A summer record in the middle of January; it can have its plusses as the long nights of a Northern Hemisphere winter bed in. While I will always associate a hazy, jingly jangly sound with that of the warmer months, there is certainly no hardship to be acquainted with the brand new record from Muscle Shoals region based outfit Belle Adair any time of the year. TUSCUMBIA for those not too au fait with the Shoals area geography is a city (a loose affinity to that word) close to where this band operates. It is the latest release on Single Lock Records, a growing label responsible for excellent albums from Nicole Atkins, Dylan LeBlanc and John Paul White over the last year or so. The sound domain of this record is a lock into the description that greeted this piece in the opening sentences and exceedingly excels at it.
The bonus of having an album-defining track up top has long been championed here and ‘Get Away’ does the job for this, the second album from core four-piece combo Belle Adair. Plenty of harmonious ‘oohs and ahs’ blend into the twangy jangly guitars then emerge to be omnipresent throughout the eleven tracks that form this forty-minute album. While this sound is not what you would expect from, both the area and FAME recording studio where this album saw the light of day, there is certainly a classic American tinge to it, if not necessary pure Americana. Although, association with late 60s California is likely to be referred to, us Brits have perfected the sound, noticeably in the 90s Brit-Pop explosion and more recently in indie bands such as Co-Pilgrim and The Dreaming Spires. Any fans of these three strands of music are likely to find the contents of TUSCUMBIA agreeable.

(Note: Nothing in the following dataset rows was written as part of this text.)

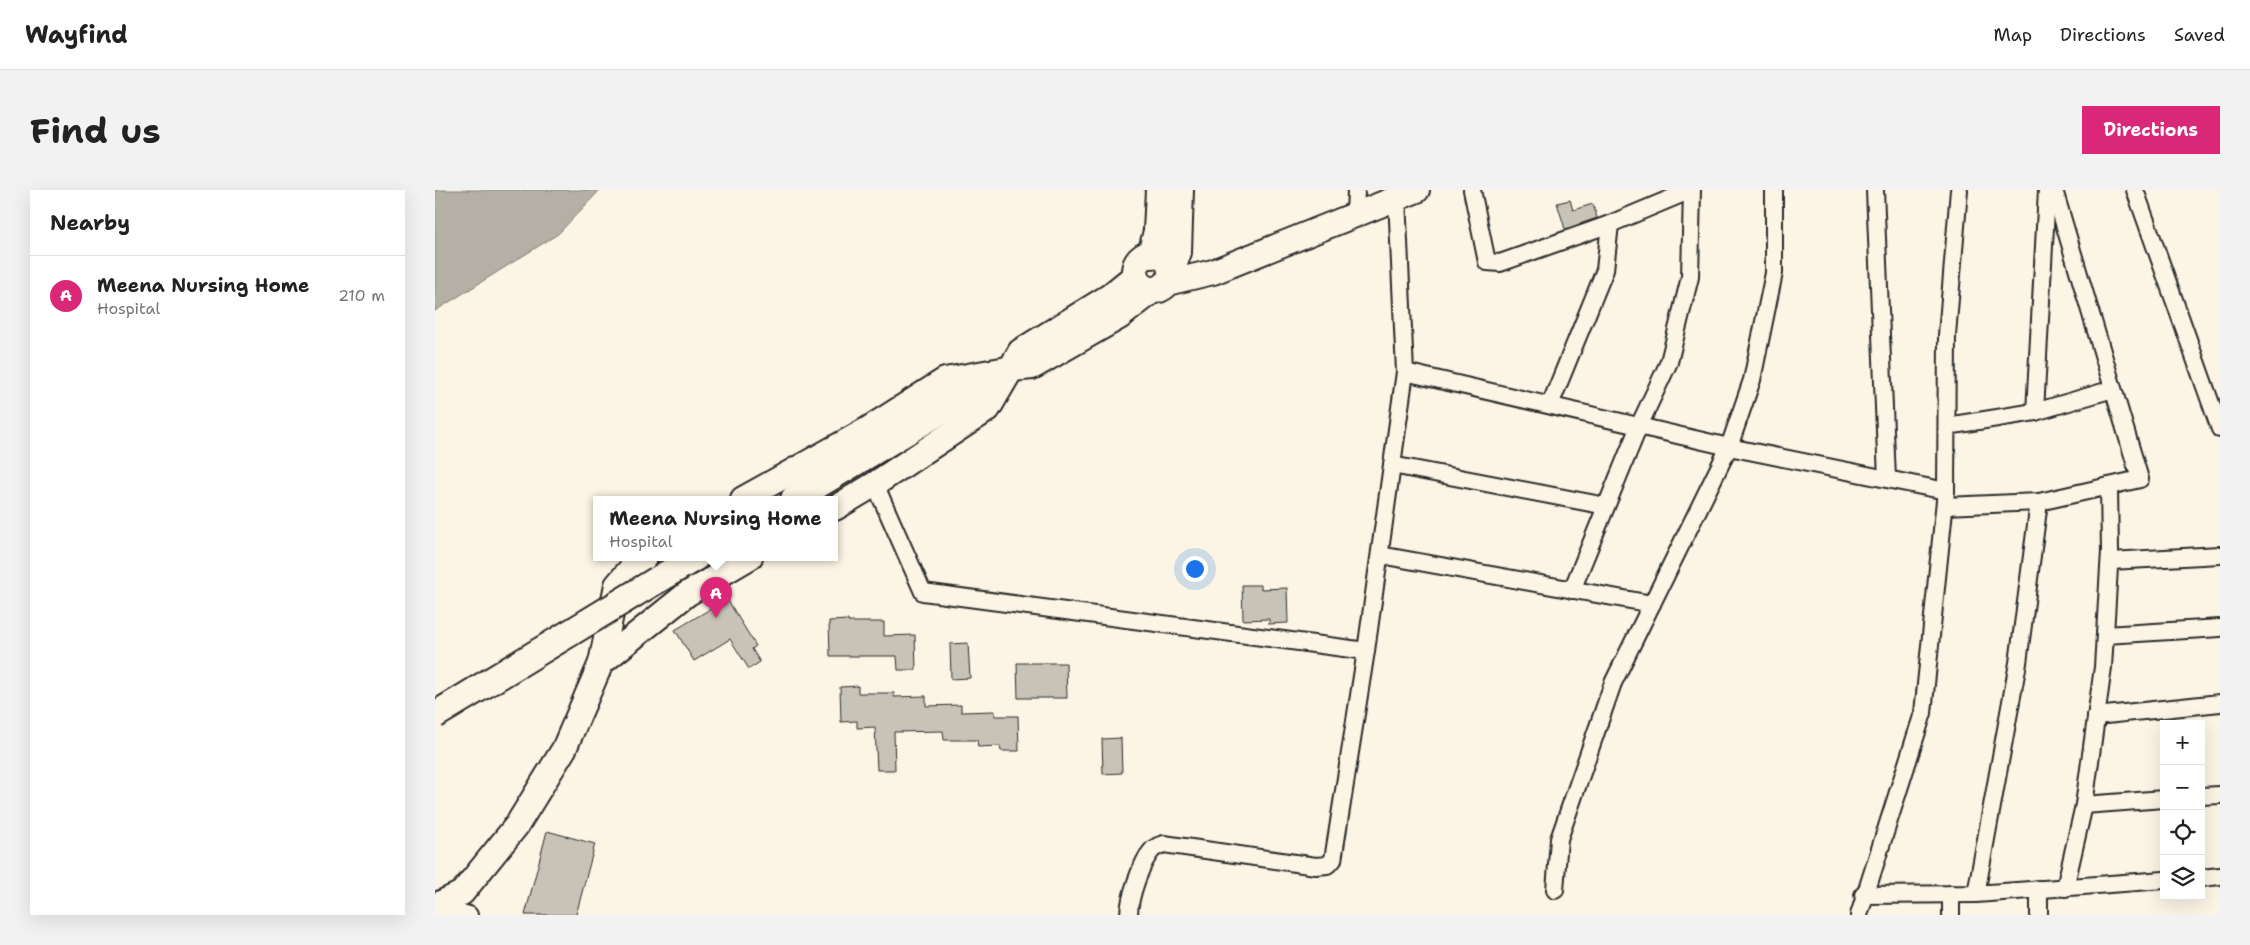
<!DOCTYPE html>
<meta charset="utf-8">
<style>
:root{--surface:#fff;--page:#f2f2f2;--text:#222;--muted:#767676;--line:#e0e0e0;--accent:#db2777}
body{margin:0;font-family:"Shantell Sans",sans-serif;background:var(--page);color:var(--text)}
.controls{position:absolute;right:15px;bottom:15px;display:grid;overflow:hidden;border-radius:0px;box-shadow:0 5px 20px #0002}
.controls button{width:45px;height:45px;display:grid;place-items:center;padding:0;border:0;border-bottom:1px solid var(--line);background:var(--surface);color:var(--text);font:25px sans-serif}
.you{position:absolute;left:759px;top:378px;width:18px;height:18px;margin:-12px;border:4px solid #fff;border-radius:50%;background:#1a73e8;box-shadow:0 0 0 8px #1a73e833}
.badge{display:grid;place-items:center;width:32px;height:32px;border-radius:50%;background:var(--accent);color:#fff;font-size:16px;font-weight:700}
.pin{position:absolute;translate:-50% -41px;filter:drop-shadow(0 1px 2px #0008)}
.pin::after{content:'';position:absolute;top:26px;width:18px;height:15px;background:inherit;clip-path:polygon(0 0,100% 0,50% 100%)}
.popup{position:absolute;left:158px;top:306px;width:245px;height:65px;box-sizing:border-box;display:grid;place-content:center;border-radius:0px;background:var(--surface);filter:drop-shadow(0 1px 4px #0005);font-size:16px;white-space:nowrap;color:var(--muted)}
.popup b{font-size:19px;color:var(--text)}
.popup::after{content:'';position:absolute;left:50%;top:100%;margin-left:-10px;border:10px solid transparent;border-top-color:var(--surface)}
.list{margin:0;padding:0;list-style:none}
h2{display:flex;justify-content:space-between;align-items:center;height:65px;margin:0;padding:0 20px;font-size:21px}
h2 small{font-size:16px;font-weight:400;color:var(--muted)}
.list li{display:grid;grid-template-columns:32px 1fr auto;gap:15px;align-items:center;box-sizing:border-box;height:80px;padding:0 20px;border-top:1px solid var(--line)}
.list b{display:block;font-size:19px;white-space:nowrap}
.list p{margin:0;font-size:16px;white-space:nowrap;color:var(--muted)}
.list em{font-size:16px;font-style:normal;color:var(--muted)}
.icon{flex:none;width:28px;height:28px;fill:none;stroke:currentColor;stroke-width:2;stroke-linecap:round;stroke-linejoin:round}
.map{position:relative;flex:none;width:1785px;height:725px;overflow:hidden;border-radius:0px}
header{display:flex;align-items:center;gap:30px;box-sizing:border-box;height:70px;padding:0 25px;background:var(--surface);border-bottom:1px solid var(--line)}
header strong{font-size:24px}
nav{display:flex;gap:28px;margin-inline-start:auto;font-size:18px}
.intro{display:flex;align-items:center;justify-content:space-between;box-sizing:border-box;height:120px;padding:0 30px}
h1{margin:0;font-size:35px}
.button{padding:12px 22px;border-radius:0px;background:var(--accent);color:#fff;font-size:18px;font-weight:700}
main{display:flex;gap:30px;padding:0 30px}
aside{flex:1;background:var(--surface);border-radius:0px;box-shadow:0 5px 20px #0002}
.map>svg:first-child{display:block}
.water{fill:#b4b0a5;stroke:#7d7b74}
.building{fill:#c8c3b7;stroke:#2b2b2b}
.lines{fill:none;stroke-linecap:round;stroke-linejoin:round}
.street-casing{stroke:#2b2b2b;stroke-width:20}
.secondary-casing{stroke:#2b2b2b;stroke-width:28}
.primary-casing{stroke:#2b2b2b;stroke-width:30}
.street{stroke:#fcf5e5;stroke-width:16}
.secondary{stroke:#fcf5e5;stroke-width:24}
.primary{stroke:#fcf5e5;stroke-width:26}
.primary-bridge-casing{stroke:#2b2b2b;stroke-width:30;stroke-linecap:butt}
.primary-bridge{stroke:#fcf5e5;stroke-width:26}
</style>
<header>
<strong>Wayfind</strong>
<nav><a>Map</a><a>Directions</a><a>Saved</a></nav>
</header>
<div class="intro"><h1>Find us</h1><a class="button">Directions</a></div>
<main>
<aside>
<h2>Nearby<small></small></h2>
<ul class="list">
<li><span class="badge">A</span><div><b>Meena Nursing Home</b><p>Hospital</p></div><em>210 m</em></li>
</ul>
</aside>
<div class="map">
<svg width="1785" height="725" viewBox="0 0 1785 725">
<rect width="100%" height="100%" fill="#fcf5e5"/>
<filter id="ink" filterUnits="userSpaceOnUse"><feTurbulence type="fractalNoise" baseFrequency=".02" numOctaves="2"/><feDisplacementMap in="SourceGraphic" scale="10" xChannelSelector="R" yChannelSelector="G"/><feConvolveMatrix kernelMatrix="1 2 1 2 8 2 1 2 1" color-interpolation-filters="sRGB"/></filter>
<g filter="url(#ink)">
<polygon class="water" points="0,0 165,0 123,44 0,121"/>
<g class="building">
<polygon points="1135,10 1138,20 1158,14 1162,28 1130,39 1122,13"/>
<polygon points="807,395 826,395 826,399 852,398 853,433 834,434 834,429 808,430"/>
<polygon points="292,409 321,456 317,459 325,472 314,479 295,449 259,471 240,440"/>
<polygon points="413,430 413,432 449,432 449,446 480,445 481,480 463,480 462,466 395,466 394,431"/>
<polygon points="533,453 535,488 516,489 515,454"/>
<polygon points="582,473 631,473 632,508 583,508"/>
<polygon points="423,496 423,503 459,503 459,507 491,506 491,516 526,515 526,522 560,521 560,526 583,526 584,561 566,561 565,556 543,557 542,550 509,550 508,541 459,542 460,580 442,580 440,537 422,538 422,531 406,532 405,497"/>
<polygon points="686,548 687,583 668,584 667,549"/>
<polygon points="112,641 160,654 141,725 90,725"/>
</g>
<g class="lines">
<g class="street-casing">
<g id="street">
<polyline points="1037,0 1052,72 1065,73 1175,34 1256,0"/>
<polyline points="1440,0 1452,289"/>
<polyline points="1700,0 1785,239"/>
<polyline points="962,8 970,182 1294,257 1511,301"/>
<polyline points="920,25 921,0"/>
<polyline points="1115,215 1170,80 1175,34"/>
<polyline points="1600,222 1612,0"/>
<polyline points="1512,236 1600,222 1678,199"/>
<polyline points="957,275 1171,316"/>
<polyline points="440,294 488,402 931,461"/>
<polyline points="1510,316 1604,312 1705,289 1619,0"/>
<polyline points="945,365 1217,414"/>
<polyline points="1675,371 1785,365"/>
<polyline points="1137,400 1204,236 1234,172 1255,87 1257,0"/>
<polyline points="1670,445 1785,438"/>
<polyline points="1661,526 1785,513"/>
<polyline points="1766,606 1785,605"/>
<polyline points="1649,615 1729,609"/>
<polyline points="1766,688 1785,686"/>
<polyline points="1630,698 1649,615 1668,477 1675,361 1674,296"/>
<polyline points="1604,699 1604,725"/>
<polyline points="1120,700 1124,649 1178,493 1294,257 1317,190 1339,83 1339,0"/>
<polyline points="1541,704 1583,473 1604,312"/>
<polyline points="1428,705 1541,704 1729,690"/>
<polyline points="0,716 34,725"/>
<path d="M694,725c0,-17 12,-53 24,-66 3,-2 7,-4 11,-5l152,22 11,-1 6,-5 33,-209 39,-279"/>
<polyline points="1424,725 1488,523 1511,301 1512,145 1524,0"/>
<polyline points="1516,725 1516,704"/>
</g>
</g>
<g class="secondary-casing">
<g id="secondary">
<polyline points="732,93 778,82 982,0"/>
<polyline points="308,309 430,241 510,190 572,179"/>
<polyline points="400,318 440,294 553,219 577,178"/>
<polyline points="166,473 182,395 194,381 210,367"/>
<polyline points="0,716 27,703 82,635 129,559 166,473 252,404 315,367"/>
</g>
</g>
<g class="primary-casing">
<g id="primary">
<circle cx="718" cy="82" r="18"/>
<polyline points="716,65 722,41 724,0"/>
<polyline points="736,82 743,62 745,0"/>
<polyline points="577,178 586,162 675,107 701,86"/>
<polyline points="359,309 577,178 597,176 684,126 717,100"/>
<polyline points="222,390 261,367"/>
</g>
</g>
<use href="#street" class="street"/>
<use href="#secondary" class="secondary"/>
<use href="#primary" class="primary"/>
<g class="primary-bridge-casing">
<polyline id="primary-bridge" points="0,525 222,390"/>
</g>
<use href="#primary-bridge" class="primary-bridge"/>
</g>
</g>
</svg>
<div class="controls">
<button>+</button>
<button>−</button>
<button><svg class="icon" aria-label="locate" viewBox="0 0 24 24"><circle cx="12" cy="12" r="6"/><path d="M12 2v4M12 18v4M2 12h4M18 12h4"/></svg></button>
<button><svg class="icon" aria-label="layers" viewBox="0 0 24 24"><path d="M12 4l9 5-9 5-9-5zM3 14l9 5 9-5"/></svg></button>
</div>
<div class="you"></div>
<div class="pin badge" style="left:281px;top:428px">A</div>
<div class="popup"><b>Meena Nursing Home</b>Hospital</div>
</div>
</main>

Repetition is a key to whether you grasp this album or not, and in a rare occurrence for much of the reviewed material here, diversity does not have a major role to play. The vocals reside somewhere in cumulus nimbus territory and allow plenty of room for the multitude of gently strummed guitar riffs to flourish. One certainty is that once you fall under its spell, this record will be very hard to shake off; surely not a too shabby trait to have.
The Muscle Shoals area has a rich history of bearing the fruit of music from humble backwater surroundings and projecting it around the world. Whether TUSCUMBIA does the same for Belle Adair remains to be seen, but markets do spring up for this type of music and plenty across the pond will be wooed. Conclusively, this album evolves as a swimmingly good record to kick back to and enjoy whatever the season. Mildly revivalist, yet forever appealing.